# Problem description
An exact transcription of the data below is needed.

# Dataset items
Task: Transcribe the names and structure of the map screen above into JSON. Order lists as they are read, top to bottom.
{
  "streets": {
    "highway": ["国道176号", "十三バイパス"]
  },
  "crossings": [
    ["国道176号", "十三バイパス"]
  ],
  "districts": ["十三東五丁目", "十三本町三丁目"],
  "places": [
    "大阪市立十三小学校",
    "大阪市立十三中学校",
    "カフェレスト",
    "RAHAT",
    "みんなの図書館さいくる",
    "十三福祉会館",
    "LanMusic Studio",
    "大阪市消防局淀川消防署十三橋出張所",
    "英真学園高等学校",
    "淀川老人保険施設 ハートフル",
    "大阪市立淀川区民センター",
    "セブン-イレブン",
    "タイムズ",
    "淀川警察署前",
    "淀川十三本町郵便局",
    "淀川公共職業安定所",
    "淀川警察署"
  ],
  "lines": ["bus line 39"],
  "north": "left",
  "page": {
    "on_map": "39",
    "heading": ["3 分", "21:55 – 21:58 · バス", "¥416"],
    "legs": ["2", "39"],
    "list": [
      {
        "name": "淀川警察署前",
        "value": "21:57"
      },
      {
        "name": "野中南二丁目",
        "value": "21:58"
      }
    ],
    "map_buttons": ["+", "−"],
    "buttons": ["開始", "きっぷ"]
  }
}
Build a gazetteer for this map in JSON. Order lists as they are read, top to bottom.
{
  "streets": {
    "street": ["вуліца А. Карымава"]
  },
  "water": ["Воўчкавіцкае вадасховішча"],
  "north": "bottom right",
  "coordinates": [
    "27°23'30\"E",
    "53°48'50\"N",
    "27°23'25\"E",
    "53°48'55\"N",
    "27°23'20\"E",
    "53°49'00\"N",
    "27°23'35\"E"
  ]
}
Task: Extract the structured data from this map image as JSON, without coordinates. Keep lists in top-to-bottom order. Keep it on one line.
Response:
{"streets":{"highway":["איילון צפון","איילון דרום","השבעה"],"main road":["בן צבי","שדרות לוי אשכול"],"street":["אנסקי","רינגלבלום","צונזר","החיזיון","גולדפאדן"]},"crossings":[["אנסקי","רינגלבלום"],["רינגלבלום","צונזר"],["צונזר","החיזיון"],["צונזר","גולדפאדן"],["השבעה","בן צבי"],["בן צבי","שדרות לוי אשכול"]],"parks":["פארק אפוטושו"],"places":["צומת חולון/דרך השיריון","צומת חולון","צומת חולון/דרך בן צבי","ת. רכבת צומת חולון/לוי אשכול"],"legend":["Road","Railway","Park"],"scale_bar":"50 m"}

# Answer to the exercise
Task: Transcribe the names and structure of the map screen above into JSON. Order lists as they are read, top to bottom.
{
  "streets": {
    "highway": ["国道176号", "十三バイパス"]
  },
  "crossings": [
    ["国道176号", "十三バイパス"]
  ],
  "districts": ["十三東五丁目", "十三本町三丁目"],
  "places": [
    "大阪市立十三小学校",
    "大阪市立十三中学校",
    "カフェレスト",
    "RAHAT",
    "みんなの図書館さいくる",
    "十三福祉会館",
    "LanMusic Studio",
    "大阪市消防局淀川消防署十三橋出張所",
    "英真学園高等学校",
    "淀川老人保険施設 ハートフル",
    "大阪市立淀川区民センター",
    "セブン-イレブン",
    "タイムズ",
    "淀川警察署前",
    "淀川十三本町郵便局",
    "淀川公共職業安定所",
    "淀川警察署"
  ],
  "lines": ["bus line 39"],
  "north": "left",
  "page": {
    "on_map": "39",
    "heading": ["3 分", "21:55 – 21:58 · バス", "¥416"],
    "legs": ["2", "39"],
    "list": [
      {
        "name": "淀川警察署前",
        "value": "21:57"
      },
      {
        "name": "野中南二丁目",
        "value": "21:58"
      }
    ],
    "map_buttons": ["+", "−"],
    "buttons": ["開始", "きっぷ"]
  }
}
Build a gazetteer for this map in JSON. Order lists as they are read, top to bottom.
{
  "streets": {
    "street": ["вуліца А. Карымава"]
  },
  "water": ["Воўчкавіцкае вадасховішча"],
  "north": "bottom right",
  "coordinates": [
    "27°23'30\"E",
    "53°48'50\"N",
    "27°23'25\"E",
    "53°48'55\"N",
    "27°23'20\"E",
    "53°49'00\"N",
    "27°23'35\"E"
  ]
}
Task: Extract the structured data from this map image as JSON, without coordinates. Keep lists in top-to-bottom order. Keep it on one line.
Response:
{"streets":{"highway":["איילון צפון","איילון דרום","השבעה"],"main road":["בן צבי","שדרות לוי אשכול"],"street":["אנסקי","רינגלבלום","צונזר","החיזיון","גולדפאדן"]},"crossings":[["אנסקי","רינגלבלום"],["רינגלבלום","צונזר"],["צונזר","החיזיון"],["צונזר","גולדפאדן"],["השבעה","בן צבי"],["בן צבי","שדרות לוי אשכול"]],"parks":["פארק אפוטושו"],"places":["צומת חולון/דרך השיריון","צומת חולון","צומת חולון/דרך בן צבי","ת. רכבת צומת חולון/לוי אשכול"],"legend":["Road","Railway","Park"],"scale_bar":"50 m"}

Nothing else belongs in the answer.